Major circuits like AMC and Regal already track auds’ basic moviegoing habits in an unofficial capacity through their respective loyalty programs, MovieWatcher and Crown Club.
Ted Cooper, senior VP and head film buyer for Regal, says that while the company’s loyalty program records which movies and theaters its members patronize, the current system isn’t set up to discern which films rack up multiple viewings. But he says the system could be redesigned to streamline that data.
“If we can find a way to make more money for both parties, it definitely makes sense for us to do that,” Cooper says.
Online ticketing services, such as Fandango and MovieTickets.com, also could use similar tactics in tracking repeat business. Ticket buyers already provide certain unique information, such as name and e-mail address, that would establish records of individual users.
Beyond fostering a repeat theatrical experience, insiders say both methods pose potential benefits for ancillary markets as well.
Gordon Paddison, who worked on marketing campaigns for the “Lord of the Rings” trilogy at New Line, notes that with more audience data, studios can tailor specific messages (regarding, say, DVD or VOD bows, etc.) to auds through social networking sites or email, something he did on “LOTR.”

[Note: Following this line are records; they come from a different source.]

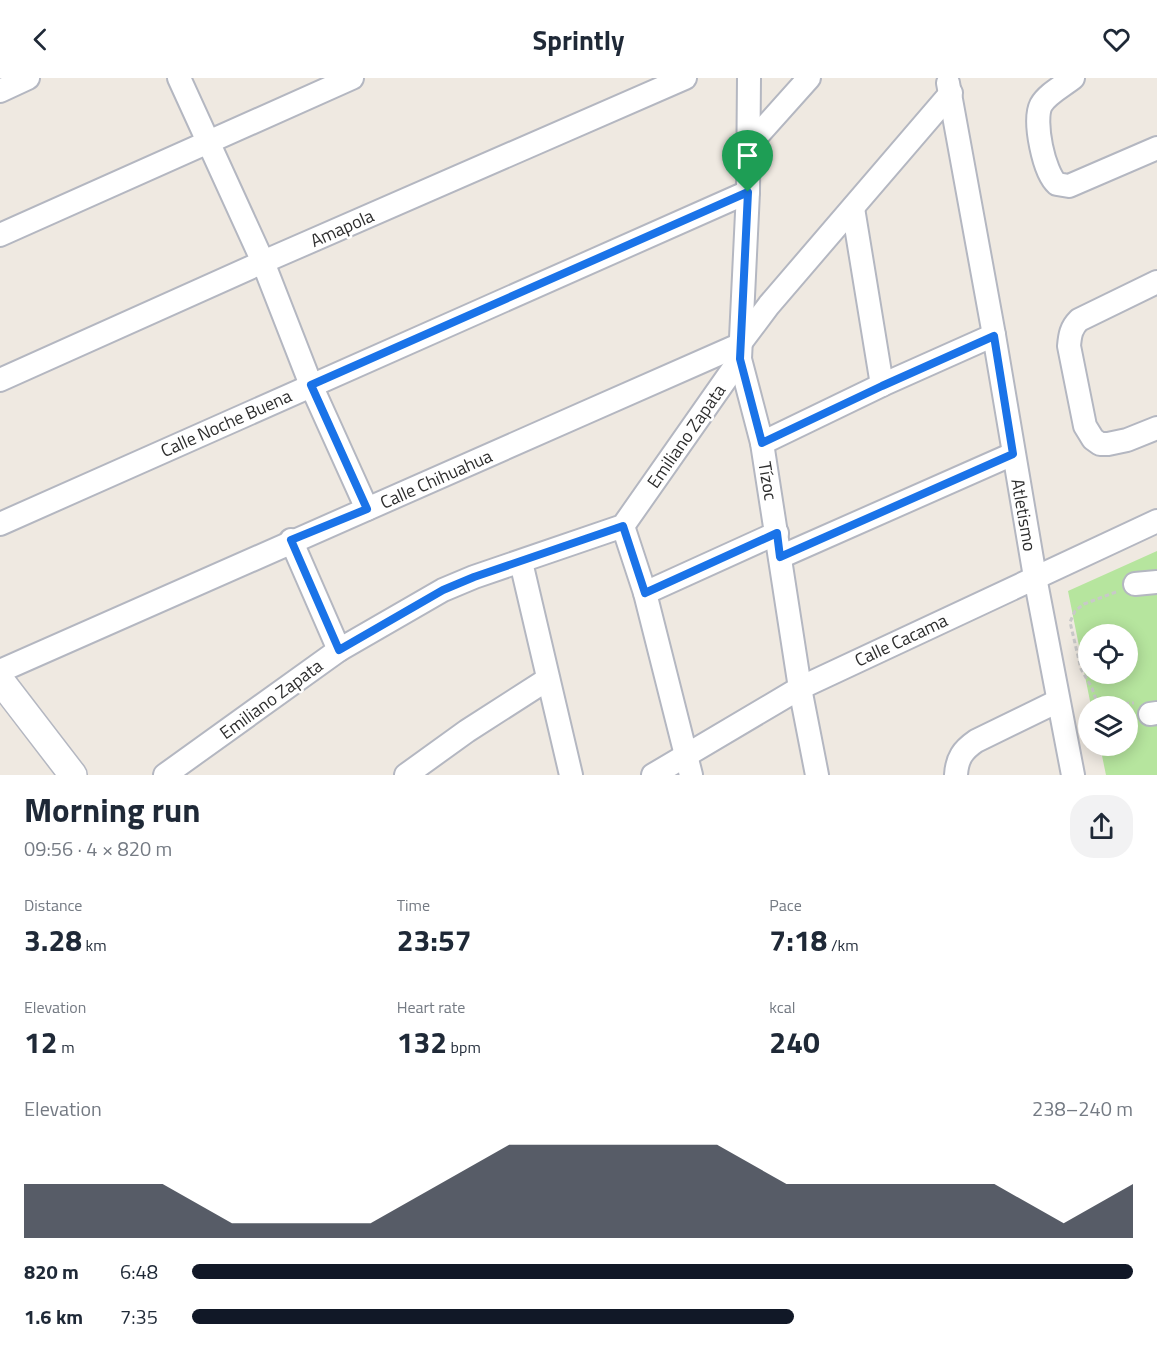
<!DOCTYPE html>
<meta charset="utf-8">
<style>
:root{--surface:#fff;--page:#f2f2f3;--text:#1f2937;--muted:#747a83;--accent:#111827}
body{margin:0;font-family:"Titillium Web",sans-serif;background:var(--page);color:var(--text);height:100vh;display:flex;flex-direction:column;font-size:22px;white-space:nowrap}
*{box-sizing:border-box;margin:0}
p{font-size:20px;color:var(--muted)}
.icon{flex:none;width:33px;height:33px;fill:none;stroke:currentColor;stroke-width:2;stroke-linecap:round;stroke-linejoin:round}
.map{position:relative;height:697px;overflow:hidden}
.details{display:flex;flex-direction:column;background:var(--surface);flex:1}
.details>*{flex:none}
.fabs{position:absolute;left:1078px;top:546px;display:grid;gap:12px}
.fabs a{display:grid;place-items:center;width:60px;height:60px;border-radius:50%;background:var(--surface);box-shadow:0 3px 15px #0003;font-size:30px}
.pin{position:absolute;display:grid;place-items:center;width:51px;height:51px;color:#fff;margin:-62px -26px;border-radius:50% 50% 50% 0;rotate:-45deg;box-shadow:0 0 6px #0007}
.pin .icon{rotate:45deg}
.round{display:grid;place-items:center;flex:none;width:63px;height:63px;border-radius:24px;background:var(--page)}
.overview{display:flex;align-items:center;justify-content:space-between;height:102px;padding:0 24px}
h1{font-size:33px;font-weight:700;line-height:45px}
.figures{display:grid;grid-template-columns:repeat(3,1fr);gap:9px;height:102px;padding:6px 24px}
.figures div{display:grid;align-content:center}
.figures b{font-size:30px;font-weight:700}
.figures small{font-size:16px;font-weight:400}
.figures p{font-size:16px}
.chart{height:168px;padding:12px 24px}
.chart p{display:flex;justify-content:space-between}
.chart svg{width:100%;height:108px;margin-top:6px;fill:var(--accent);opacity:.7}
ul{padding:0 24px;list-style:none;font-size:20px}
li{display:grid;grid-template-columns:96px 72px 1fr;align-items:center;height:45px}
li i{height:15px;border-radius:8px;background:var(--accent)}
header{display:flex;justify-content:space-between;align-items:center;height:78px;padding:0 24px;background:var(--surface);font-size:27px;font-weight:700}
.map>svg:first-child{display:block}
.green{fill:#b6e59e;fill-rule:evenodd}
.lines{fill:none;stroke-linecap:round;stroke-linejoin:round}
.minor-casing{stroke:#b4b7c1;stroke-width:26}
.tertiary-casing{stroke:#b4b7c1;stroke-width:30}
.path{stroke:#c9c9c9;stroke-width:3;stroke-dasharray:4.5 3;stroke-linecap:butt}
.minor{stroke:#fff;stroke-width:22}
.tertiary{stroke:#fff;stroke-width:27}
.route-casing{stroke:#fff;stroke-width:12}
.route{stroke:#1a73e8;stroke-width:8}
.labels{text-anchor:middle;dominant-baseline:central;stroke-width:5;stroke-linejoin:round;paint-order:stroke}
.street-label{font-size:18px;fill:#2e2e2e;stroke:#fff}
</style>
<header><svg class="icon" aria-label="back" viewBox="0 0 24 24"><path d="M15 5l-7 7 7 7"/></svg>Sprintly<svg class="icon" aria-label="heart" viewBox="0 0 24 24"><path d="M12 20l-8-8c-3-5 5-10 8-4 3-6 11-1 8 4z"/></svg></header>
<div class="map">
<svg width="1157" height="697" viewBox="0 0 1157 697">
<rect width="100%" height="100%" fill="#efe9e1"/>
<path class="green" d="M1157 473V697H1106L1100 668H1128V628H1091L1068 513ZM1089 556H1128V596H1089Z"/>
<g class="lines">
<defs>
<g id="minor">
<polyline points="179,0 263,184 311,307 367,431"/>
<polyline points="749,0 748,114 740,281 762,365 800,610 817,697"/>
<path d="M1073 0C1063 8 1047 16 1041 27 1033 43 1044 95 1057 106L1069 108 1157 70"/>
<polyline points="948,5 994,257 1035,499 1073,697"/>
<polyline points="0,13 28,0"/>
<polyline points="749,67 809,0"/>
<polyline points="853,130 882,307"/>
<polyline points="0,157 352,0"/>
<path d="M1157 204 1079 242C1071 250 1070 257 1069 268L1085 348 1093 361 1100 366H1108L1127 362 1157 350"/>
<polyline points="0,302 263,184 685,0"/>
<polyline points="762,365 882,307 994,257"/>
<polyline points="0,446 748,114"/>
<polyline points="623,448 645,515 691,697"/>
<polyline points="291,462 339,572"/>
<polyline points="780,479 1013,376"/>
<polyline points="521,484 571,697"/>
<polyline points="1135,506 1157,504"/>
<polyline points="645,515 777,455"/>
<path d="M0 593C246 482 493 376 739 267L769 227 951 15"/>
<polyline points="1150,636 1157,635"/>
<polyline points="165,697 339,572 443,512 474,499 623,448 740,281"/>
<polyline points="406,697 467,653 548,601"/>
<polyline points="653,697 800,610 1157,443"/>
<path d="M956 697C957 680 963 672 976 663L1058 623"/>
</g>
<polyline id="tertiary" points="0,602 73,697"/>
</defs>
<use href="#minor" class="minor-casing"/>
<use href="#tertiary" class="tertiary-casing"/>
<polyline class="path" points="1116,514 1084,526 1075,533 1070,544 1081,591 1092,610 1098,627 1134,625"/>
<use href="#minor" class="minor"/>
<use href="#tertiary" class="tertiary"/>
</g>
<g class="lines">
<defs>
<polygon id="route" points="748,114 740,281 762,365 882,308 994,258 1013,376 780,479 777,455 645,515 623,448 474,499 443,512 339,572 291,462 367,431 311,307"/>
</defs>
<use href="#route" class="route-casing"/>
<use href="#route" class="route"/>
</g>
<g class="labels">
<g class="street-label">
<text transform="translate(342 150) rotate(-24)">Amapola</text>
<text transform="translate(226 345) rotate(-24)">Calle Noche Buena</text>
<text transform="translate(686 358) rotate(-55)">Emiliano Zapata</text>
<text transform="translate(436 401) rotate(-24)">Calle Chihuahua</text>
<text transform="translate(768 403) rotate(80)">Tízoc</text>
<text transform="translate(1024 437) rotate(80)">Atletismo</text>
<text transform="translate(901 562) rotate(-25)">Calle Cacama</text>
<text transform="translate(271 621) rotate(-36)">Emiliano Zapata</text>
</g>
</g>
</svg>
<div class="fabs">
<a><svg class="icon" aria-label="locate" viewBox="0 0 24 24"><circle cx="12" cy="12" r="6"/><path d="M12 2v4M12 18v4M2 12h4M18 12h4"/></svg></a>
<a><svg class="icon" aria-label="layers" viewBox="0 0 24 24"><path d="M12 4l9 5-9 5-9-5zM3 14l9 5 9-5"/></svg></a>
</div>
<div class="pin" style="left:748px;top:114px;background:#1e9e55"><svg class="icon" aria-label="arrive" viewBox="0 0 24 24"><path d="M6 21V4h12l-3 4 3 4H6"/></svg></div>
</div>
<section class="details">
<div class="overview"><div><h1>Morning run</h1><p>09:56 · 4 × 820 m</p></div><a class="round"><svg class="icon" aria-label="share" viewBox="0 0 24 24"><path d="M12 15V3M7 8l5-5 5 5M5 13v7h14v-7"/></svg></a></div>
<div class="figures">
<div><p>Distance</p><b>3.28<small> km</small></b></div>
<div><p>Time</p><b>23:57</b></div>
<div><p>Pace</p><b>7:18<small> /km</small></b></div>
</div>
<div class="figures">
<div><p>Elevation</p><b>12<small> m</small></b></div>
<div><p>Heart rate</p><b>132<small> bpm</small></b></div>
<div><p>kcal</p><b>240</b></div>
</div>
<div class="chart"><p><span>Elevation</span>238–240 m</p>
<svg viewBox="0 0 160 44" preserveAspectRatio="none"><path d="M0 44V22L10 22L20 22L30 38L40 38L50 38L60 22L70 6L80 6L90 6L100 6L110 22L120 22L130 22L140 22L150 38L160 22V44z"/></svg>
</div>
<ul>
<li><b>820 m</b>6:48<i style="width:100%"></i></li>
<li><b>1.6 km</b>7:35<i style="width:64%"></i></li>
</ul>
</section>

Paddison says repeat viewers are the perfect target for specific messaging because they’re proven fans of the product. By using consumer relationship management software (CRM), Paddison says studios can stockpile detailed consumer data, such as moviegoing habits, while maintaining customer privacy.

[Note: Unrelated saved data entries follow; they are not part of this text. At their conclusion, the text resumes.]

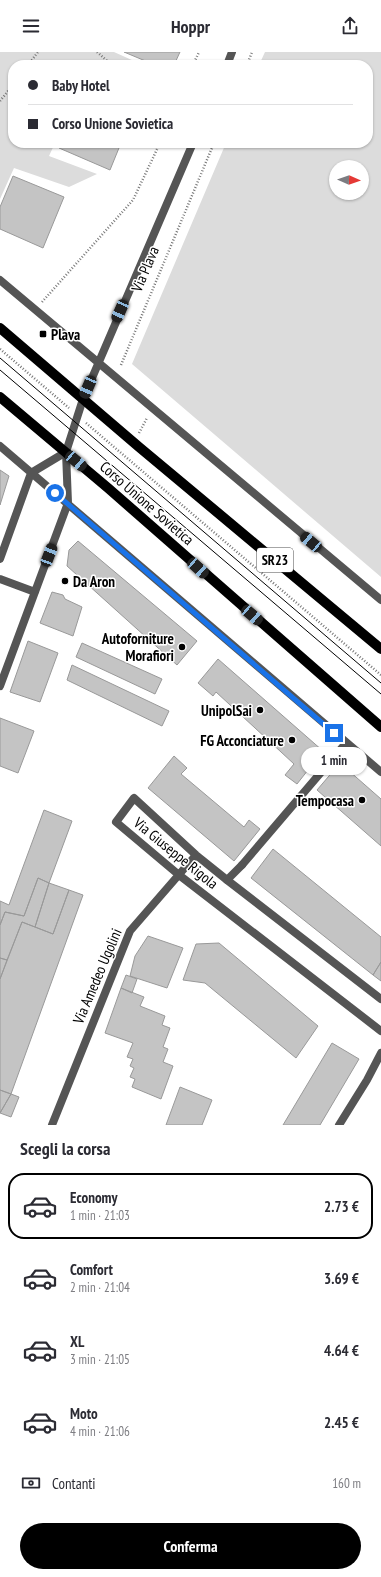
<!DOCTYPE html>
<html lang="it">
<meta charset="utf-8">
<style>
body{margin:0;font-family:"PT Sans Narrow",sans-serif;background:#f7f7f7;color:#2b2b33;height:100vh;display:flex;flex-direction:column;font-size:15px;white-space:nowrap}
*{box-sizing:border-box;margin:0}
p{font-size:13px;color:#7c7c81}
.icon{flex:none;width:22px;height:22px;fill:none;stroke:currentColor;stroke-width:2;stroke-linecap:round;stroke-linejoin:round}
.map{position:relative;height:1073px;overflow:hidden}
.side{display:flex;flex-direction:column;background:#fff;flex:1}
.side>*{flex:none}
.guide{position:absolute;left:8px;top:8px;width:365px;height:88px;border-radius:16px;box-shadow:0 1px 3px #0004;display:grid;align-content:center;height:88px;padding:0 20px;background:#fff}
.needle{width:26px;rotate:92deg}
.tools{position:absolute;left:329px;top:108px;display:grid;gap:8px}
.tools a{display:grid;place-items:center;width:40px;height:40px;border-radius:50%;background:#fff;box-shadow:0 1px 3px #0004;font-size:20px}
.end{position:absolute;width:18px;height:18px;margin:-9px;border:5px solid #1a73e8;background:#fff;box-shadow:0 0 0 2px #fff}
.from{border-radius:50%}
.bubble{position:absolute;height:28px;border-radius:14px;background:#fff;box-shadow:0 1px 3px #0004;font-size:13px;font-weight:700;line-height:28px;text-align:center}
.car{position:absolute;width:12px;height:24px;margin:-12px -6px;border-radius:5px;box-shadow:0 0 3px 1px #0007;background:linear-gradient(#222 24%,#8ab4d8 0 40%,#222 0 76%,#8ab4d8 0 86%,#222 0)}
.guide b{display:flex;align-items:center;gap:14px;height:38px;font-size:15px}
.guide b+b{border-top:1px solid #e1e1e2}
.guide i{width:10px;height:10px;background:#2b2b33}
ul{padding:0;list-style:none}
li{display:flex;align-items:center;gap:12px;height:66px;margin:0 8px 6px;padding:0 12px;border:2px solid transparent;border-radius:16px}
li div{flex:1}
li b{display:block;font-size:15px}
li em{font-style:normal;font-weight:700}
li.active{border-color:#000}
li>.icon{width:36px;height:36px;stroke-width:1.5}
h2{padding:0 20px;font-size:18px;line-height:48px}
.pay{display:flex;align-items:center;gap:10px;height:44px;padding:0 20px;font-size:15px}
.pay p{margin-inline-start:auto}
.action{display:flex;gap:8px;margin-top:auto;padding:8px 20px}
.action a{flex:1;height:46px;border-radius:24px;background:#000;color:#fff;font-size:16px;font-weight:700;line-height:46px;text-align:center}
header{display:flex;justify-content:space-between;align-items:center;height:52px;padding:0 20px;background:#fff;font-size:18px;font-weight:700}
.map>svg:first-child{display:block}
.green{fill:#dcdcdc;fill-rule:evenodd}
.building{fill:#c4c4c4;stroke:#999}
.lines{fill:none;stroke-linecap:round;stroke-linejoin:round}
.path{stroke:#777;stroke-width:2.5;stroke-dasharray:1 2;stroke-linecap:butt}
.pedestrian{stroke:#555;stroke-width:8}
.minor{stroke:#555;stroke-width:8}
.primary{stroke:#000;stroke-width:10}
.tram{stroke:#000;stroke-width:1}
.route{stroke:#1a73e8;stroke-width:5}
.poi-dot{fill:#000;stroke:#fff;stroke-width:1.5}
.labels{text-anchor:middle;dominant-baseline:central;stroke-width:3;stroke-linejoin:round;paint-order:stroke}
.shield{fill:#fff;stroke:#4c4c4c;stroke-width:1}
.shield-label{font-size:14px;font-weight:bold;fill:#000}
.street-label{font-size:15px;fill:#000;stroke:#fff}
.poi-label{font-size:15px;font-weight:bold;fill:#000;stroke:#fff;text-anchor:end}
</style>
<header><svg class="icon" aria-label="menu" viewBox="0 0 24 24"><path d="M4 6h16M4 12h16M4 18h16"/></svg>Hoppr<svg class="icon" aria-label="share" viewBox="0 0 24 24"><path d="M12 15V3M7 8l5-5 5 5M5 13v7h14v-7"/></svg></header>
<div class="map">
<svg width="381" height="1073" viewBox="0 0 381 1073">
<rect width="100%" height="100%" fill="#fff"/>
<path class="green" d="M0,0H114L143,13H13V91H55L49,104L97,122L69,135L14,116L0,147Z
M265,0H381V525L132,312L226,91H368V13H259ZM336,115H362V141H336Z"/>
<path class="building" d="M124,0H180L174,13H155Z
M61,91H121L110,118L59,96Z
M13,124L64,145L43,196L0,177V155Z
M0,418L9,424L0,453Z
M78,489L197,589L177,613L67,514L69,498Z
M52,540L63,543L65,547L82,555L73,584L40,571Z
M28,589L58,601L40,650L10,640Z
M82,591L162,627L155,642L76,605Z
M218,607L323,699L297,732L285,723L294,712L216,640L213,644L198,631Z
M72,613L169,659L162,674L67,628Z
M0,666L34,679L18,721L0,714Z
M174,704L187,716L181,722L244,775L249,768L260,777L234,809L148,736Z
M340,711L381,747V794L317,738Z
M44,758L72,769L49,831L38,826L24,864L5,860L0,873V849L9,853Z
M273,797L381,885V910L373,923L251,826Z
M38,826L49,831L35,875L22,870L7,908L0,906V873L5,860L24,864Z
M49,831L69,838L53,882L35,875Z
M69,838L83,843L11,1042L0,1038V927L22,870L53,882Z
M148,884L183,896L167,936L130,924L135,904Z
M219,891L318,974L296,1006L205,931L183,928L196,892Z
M0,906L7,908L0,927Z
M381,910V929L373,923Z
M126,923L137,927L132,941L121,936Z
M121,936L144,945L140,954L165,964L162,973L170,976L163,995L168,997L163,1010L173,1014L161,1047L132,1035L135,1027L130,1025L134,1016L130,1014L133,1007L127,1005L133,991L105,981Z
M332,991L359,1007L320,1073H283Z
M180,1035L212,1048L202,1073H166Z
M0,1038L11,1042L0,1061Z
M11,1042L19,1045L11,1065L0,1061Z"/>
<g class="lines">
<path class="path" d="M97,0L112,13
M28,13L38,0
M193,13L199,0
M247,13L252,0
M0,49L13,33
M42,250L133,148L160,91
M0,297L69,356
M121,313L214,91
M86,371L381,623
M139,381L147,366"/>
<path class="pedestrian" d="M227,828L242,813"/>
<path class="minor" d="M227,13L232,0
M0,228L381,548
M0,394L381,720
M0,507L31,421L66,400
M0,527L35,540
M0,634L68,451L66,400L83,347L193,91
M242,813L346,691
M381,947L227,828L196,803L134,746L116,770L179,823L381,979
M52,1073L130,879L196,803
M339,1073L367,1028L381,1001"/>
<path class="primary" d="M0,276L139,395L381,597
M0,345L108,436L381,675"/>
<path class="tram" d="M0,306L381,631
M0,318L381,642"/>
</g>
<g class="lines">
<path class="route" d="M55,441L334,681"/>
</g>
<g class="poi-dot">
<rect x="39" y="278" width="8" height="8" rx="2"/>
<circle cx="65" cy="529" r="4"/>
<circle cx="182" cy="595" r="4"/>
<circle cx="260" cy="658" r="4"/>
<circle cx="292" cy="688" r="4"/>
<circle cx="362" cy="748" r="4"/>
</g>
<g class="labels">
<rect class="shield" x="257" y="496" width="36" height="24" rx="3"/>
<g class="shield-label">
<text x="275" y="508">SR23</text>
</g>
<g class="street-label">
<text transform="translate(145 217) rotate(-67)">Via Plava</text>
<text transform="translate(147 451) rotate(41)">Corso Unione Sovietica</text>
<text transform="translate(176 801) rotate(39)">Via Giuseppe Rigola</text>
<text transform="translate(97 924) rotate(-67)">Via Amedeo Ugolini</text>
</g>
<g class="poi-label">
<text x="51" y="282" text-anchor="start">Plava</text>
<text x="73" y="529" text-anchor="start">Da Aron</text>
<text x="174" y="586">Autoforniture<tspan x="174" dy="17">Morafiori</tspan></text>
<text x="252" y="658">UnipolSai</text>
<text x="284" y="688">FG Acconciature</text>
<text x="354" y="748">Tempocasa</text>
</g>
</g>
</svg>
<div class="tools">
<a><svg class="needle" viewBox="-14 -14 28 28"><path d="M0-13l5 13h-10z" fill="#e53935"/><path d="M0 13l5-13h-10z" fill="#7c7c81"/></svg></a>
</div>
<i class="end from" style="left:55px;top:441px"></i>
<i class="end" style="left:334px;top:681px"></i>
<div class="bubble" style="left:301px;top:695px;width:66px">1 min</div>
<i class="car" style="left:120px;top:259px;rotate:204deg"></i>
<i class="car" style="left:88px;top:335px;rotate:203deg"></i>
<i class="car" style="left:76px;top:409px;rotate:130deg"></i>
<i class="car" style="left:311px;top:490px;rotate:310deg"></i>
<i class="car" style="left:49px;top:503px;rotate:21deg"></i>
<i class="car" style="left:198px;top:516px;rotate:132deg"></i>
<i class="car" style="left:252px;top:563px;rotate:131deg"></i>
<div class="guide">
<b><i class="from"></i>Baby Hotel</b>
<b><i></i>Corso Unione Sovietica</b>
</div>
</div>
<section class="side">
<h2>Scegli la corsa</h2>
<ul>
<li class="active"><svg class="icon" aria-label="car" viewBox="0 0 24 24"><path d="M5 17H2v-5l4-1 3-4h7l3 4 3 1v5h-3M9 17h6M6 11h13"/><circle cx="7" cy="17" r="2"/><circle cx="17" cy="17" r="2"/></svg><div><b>Economy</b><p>1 min · 21:03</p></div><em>2.73 €</em></li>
<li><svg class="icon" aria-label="car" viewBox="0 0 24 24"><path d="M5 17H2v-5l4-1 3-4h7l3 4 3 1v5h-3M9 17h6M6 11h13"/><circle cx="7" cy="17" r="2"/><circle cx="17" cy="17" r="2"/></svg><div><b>Comfort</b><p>2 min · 21:04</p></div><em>3.69 €</em></li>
<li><svg class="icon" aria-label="car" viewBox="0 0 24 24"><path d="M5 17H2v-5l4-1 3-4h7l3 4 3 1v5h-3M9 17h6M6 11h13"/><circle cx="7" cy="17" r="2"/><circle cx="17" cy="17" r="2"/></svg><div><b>XL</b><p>3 min · 21:05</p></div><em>4.64 €</em></li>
<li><svg class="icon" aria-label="car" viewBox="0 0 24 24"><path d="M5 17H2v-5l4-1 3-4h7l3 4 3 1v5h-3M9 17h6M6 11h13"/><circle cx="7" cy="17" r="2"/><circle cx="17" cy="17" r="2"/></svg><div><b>Moto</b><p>4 min · 21:06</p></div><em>2.45 €</em></li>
</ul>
<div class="pay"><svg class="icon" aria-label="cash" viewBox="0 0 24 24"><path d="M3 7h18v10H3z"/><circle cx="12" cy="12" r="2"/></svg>Contanti<p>160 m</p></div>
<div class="action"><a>Conferma</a></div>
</section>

“CRMs allows you to have as much interaction and data with a consumer so you can hopefully offer them something of value,” he says.
Paramount ran a similar campaign last year with its horror hit “Paranormal Activity,” using the pic’s demand-it online interactive site to elicit repeat viewings and generate aud support. As potential moviegoers registered on the site, Par would blast geo-specific messages based on users’ zip codes.
While “Paranormal” was a surprise for Par, the launch also provided a few lessons in marketing beyond opening weekend, especially with the “Paranormal” sequel unspooling this October.
For instance, marketing to repeat viewers enables studios to focus on specific elements that worked in a franchise and with whom they worked.
Still, studios and exhibs may ultimately decide it’s not worth putting time and money into gleaning those nuggets, regardless of factors outside the multiplexes.
“In a perfect world, there would be a way to find consumers and start bucketing them through using this repeat visitation model,” Paddison says. “We love to be innovative — but innovative at a price point.”